[THE INPUT]

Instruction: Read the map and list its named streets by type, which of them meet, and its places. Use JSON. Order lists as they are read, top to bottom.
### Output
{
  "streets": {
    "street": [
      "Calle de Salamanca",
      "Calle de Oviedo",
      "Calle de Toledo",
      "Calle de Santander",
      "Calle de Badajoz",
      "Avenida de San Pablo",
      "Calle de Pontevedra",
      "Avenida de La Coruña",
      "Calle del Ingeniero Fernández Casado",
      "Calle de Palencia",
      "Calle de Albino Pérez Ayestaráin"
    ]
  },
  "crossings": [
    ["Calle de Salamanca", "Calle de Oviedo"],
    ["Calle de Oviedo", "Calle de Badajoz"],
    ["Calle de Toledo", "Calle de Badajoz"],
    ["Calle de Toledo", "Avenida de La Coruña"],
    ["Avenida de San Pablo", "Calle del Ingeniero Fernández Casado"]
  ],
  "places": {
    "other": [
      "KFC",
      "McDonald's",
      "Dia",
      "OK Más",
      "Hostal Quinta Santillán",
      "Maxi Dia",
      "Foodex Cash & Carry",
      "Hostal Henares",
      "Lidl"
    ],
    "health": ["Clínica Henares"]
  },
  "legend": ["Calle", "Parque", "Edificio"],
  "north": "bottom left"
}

[/THE INPUT]

Take every line above carrying "streets" and return it.

▶ **FINISHED TASK**
Instruction: Read the map and list its named streets by type, which of them meet, and its places. Use JSON. Order lists as they are read, top to bottom.
  "streets": {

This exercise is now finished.